Anon the Lancers, finding their weapons useless at such close quarters, slung them, and smote heavily on every side with their keen bright swords. Long and hard was the fight, and for a time the mingling masses were too closely wedged in some places to use even their swords, and grappled with each other, while the entangled chargers, enraged and frightened, reared, plunged, struck out and brained or trampled into gore the dead and wounded.

Here it was the volunteer saved the general and his faithful aide-de-camp, covering them as they struggled back, faint and breathless, out of the débris; thrusting with his lance till it snapped in two, and then hacking his way out with the sword; and it was only after it was all over, and he came afoot out of the field, dazed in aspect, with teeth set, eyes dilated and glaring with the fierce fever of battle, and clutching a sword, the blade and hilt of which were literally covered with blood, that he fairly knew what he had done, and the burst seams of his uniform showed all how well he had plied his weapon that day.

Thirstily and gratefully he took a draught from a tin canteen of Negotin wine, which a passing sutler gave him.

Cecil Falconer, for the volunteer was he, though in that blood-stained foreign uniform few would have recognised the once fashionable Cameronian officer, was sorely changed in aspect. He was browner visaged, bearded to the eyes, yet his face was worn and lined, and his eyes seemed sunk and keen, with the wolfish expression worn by those of men who are daily facing peril and death.

As a volunteer, he wore the uniform of a private—a brown tunic faced with scarlet, crimson pantaloons, now covered with blood and mud, and a grey cloth cap, not unlike the Scottish glengarry. Fighting in a cause for which—and in that of a prince for whom—he cared nothing; fighting in battle as a weaker spirit might have betaken itself to alcohol to drown the past and give oblivion to the present, poor Cecil had found his way to Servia, and had that day done wonders, setting little store on the lives of those he fought against—the barbarous and brutal Turks—and certainly none whatever on his own life.

Refused a commission in the service by the Servian minister of war—for, by the influence of long conquest, there is much of the Ottoman in the character of the Servian people, who are fatalists, and as distrustful of all strangers as a John Bull of the last century—he had joined 'Tchernaieff's Own' as a volunteer trooper, and on that day by the Morava had won his commission, and the cross of the Takovo; but what a mockery they were to him, and how little he cared about them!

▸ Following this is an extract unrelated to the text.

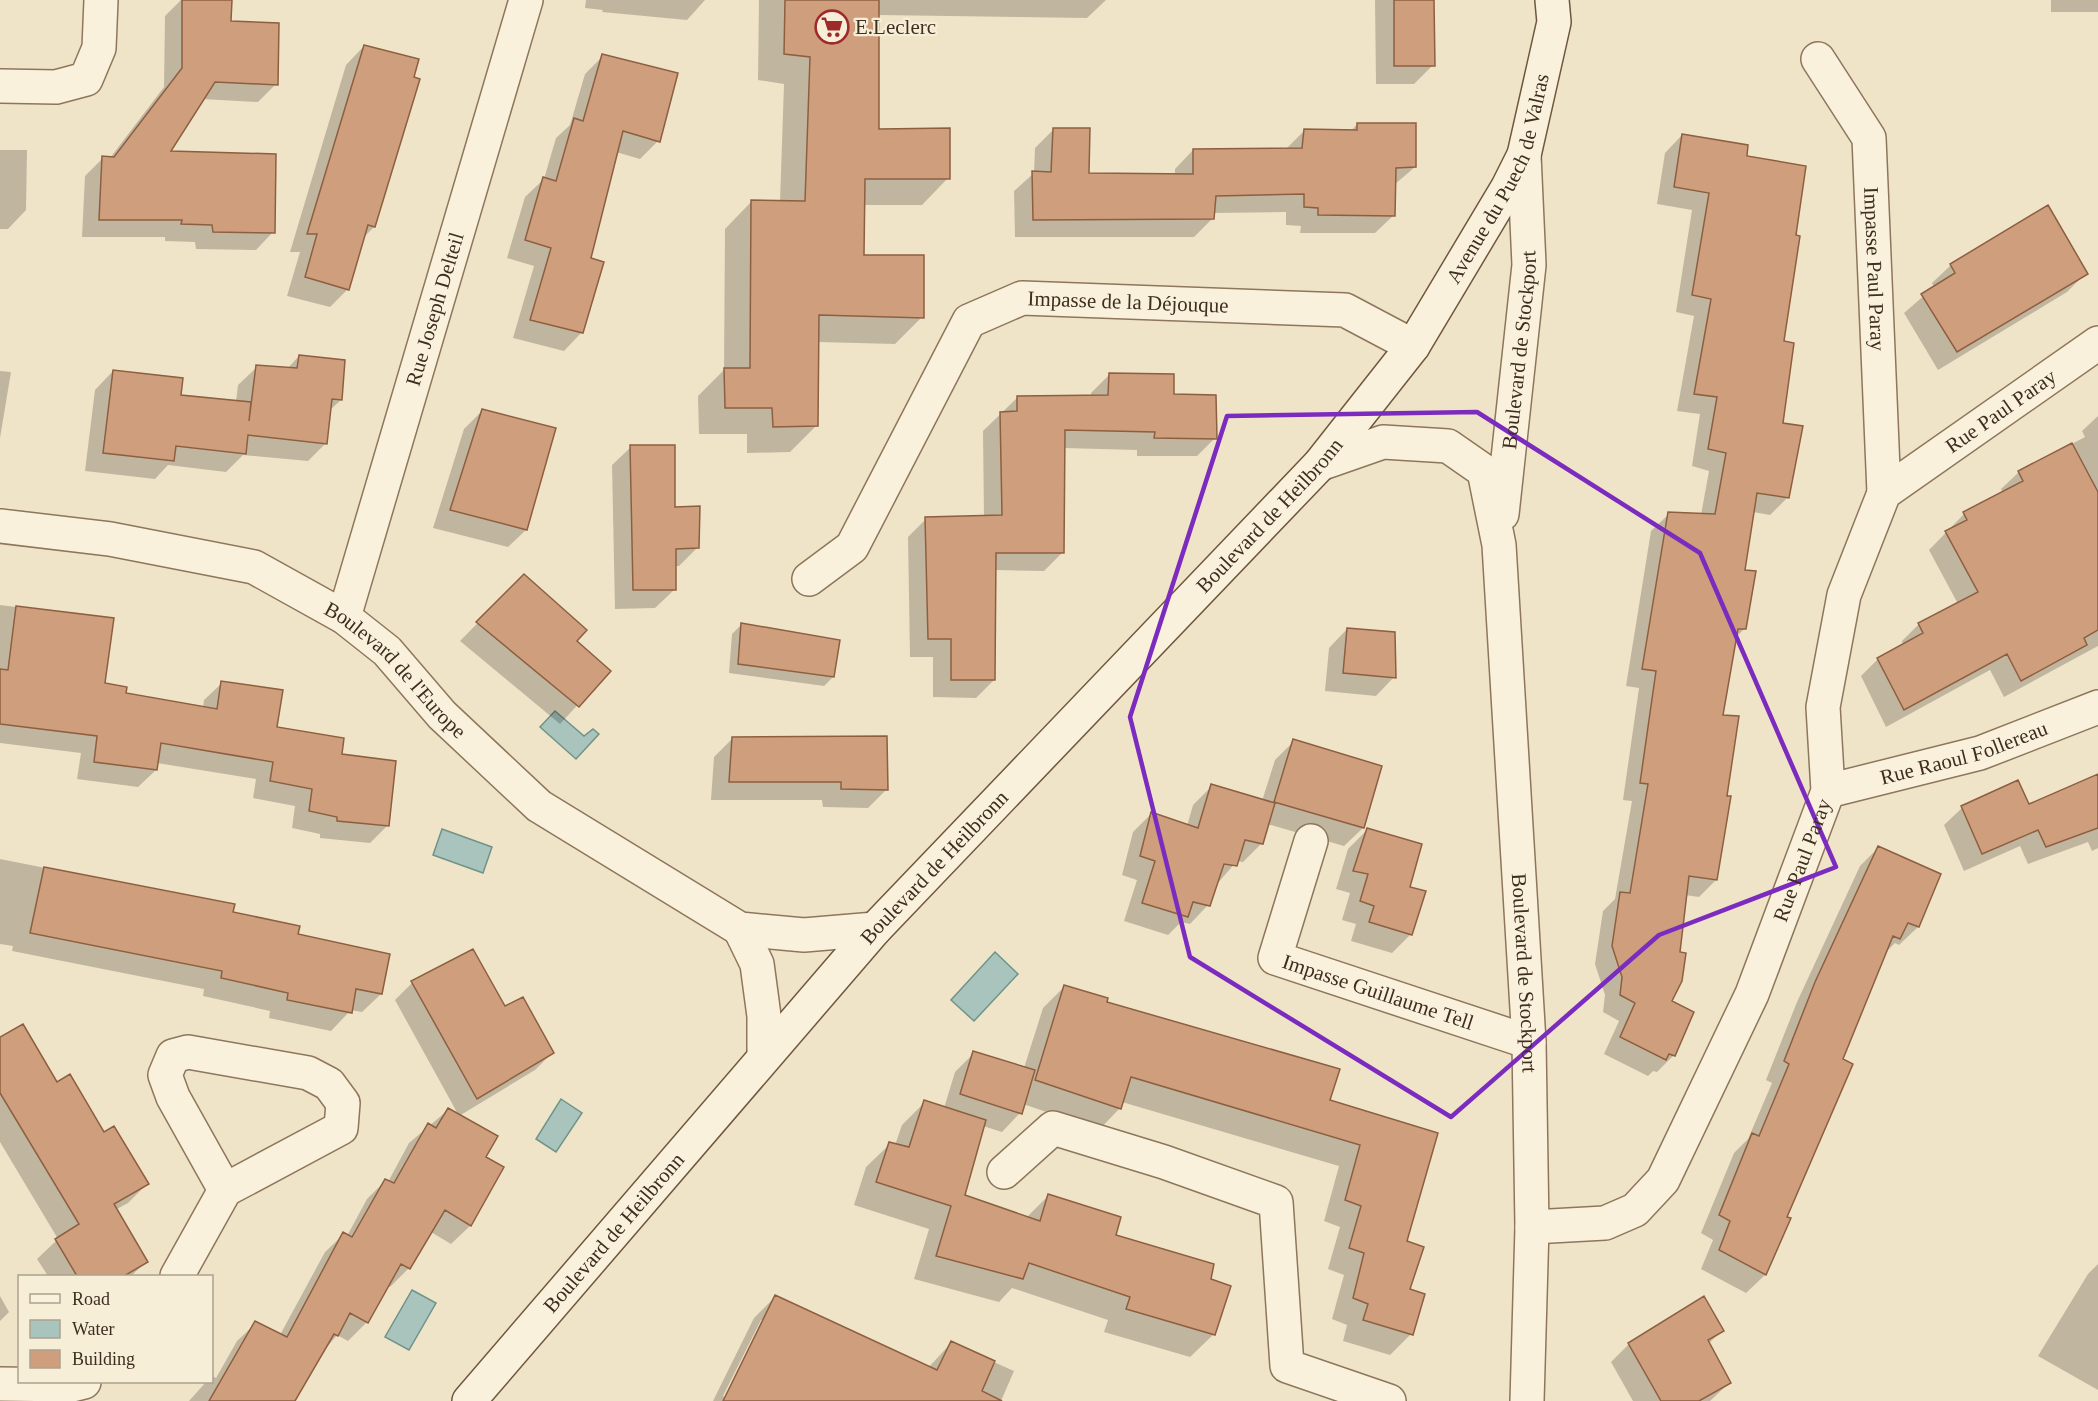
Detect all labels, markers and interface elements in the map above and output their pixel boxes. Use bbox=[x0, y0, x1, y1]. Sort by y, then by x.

Since joining in the humble and apparently hopeless capacity he had taken, he had undergone all the perils and miseries of the Servian campaign; had been compelled to consort, at times, with fierce and lawless comrades, who were most repugnant to his refined nature; he had been generous to all with his money, when he had any, which was not often now; he had nursed the wounded, buried the dead, and won golden opinions from all; he had groomed his own horse and the horses of others; had to hew wood, to cook coarse rations, when there were any to cook; slept on the bare earth in the rain and the storm, or sharing a tente-d'abri when one could be got, and sharing it with a comrade—some unsavoury and unwashed Servian trooper, whose vicinity was, in itself, a horror.

As most people know, but a very short time ago the Christians in Bosnia and elsewhere took arms against their oppressors, the Turks, who were unable to suppress the insurrection, and soon after the disturbance was intensified by a declaration of war against the Porte by Prince Milano Obrenovitch of Servia, who, by his army, was proclaimed King of Bosnia, and whose father, the alleged slayer of the famous Cerni Georges, began life as a cattle-driver, and first distinguished himself in battle so far back as 1807. Born in 1854, Prince Milano succeeded Michail III. (who was assassinated); and as the new war spread into Bulgaria, as we all know, it took the form of atrocities unparalleled in modern Europe, unless we except the Cromwellians at Wexford and the Williamites at Glencoe. The villages of the Christians were plundered and given to the flames; their male inhabitants slain without mercy, under nameless tortures; women and girls carried off to slavery. The dead lay heaped in the churches to which they had fled for shelter, and dogs and hungry kites tore their flesh as they lay unburied by the wayside.

And now it was within forty British miles of that Bulgaria, where so much wild work was being done, that on the evening of the 28th of September, after Tchernaieff had crossed to the left bank of the Morava below Boboviste, and fought one of the greatest battles in the Servian war—a battle in which Prince Milan lost 3000 men, killed and wounded, while the Russians lost in proportion, and had sixty dead officers on the field—a battle in which the explosion of seven Turkish powder-caissons added to the horror and slaughter—that Cecil Falconer found himself warmly complimented, and again and again shaken by the hand, by old Tchernaieff, as the saviour of himself and his favourite aide-de-camp, Palenka.

'We shall never forget your services and your bravery this day!' said the latter—a pleasing and handsome man—in French.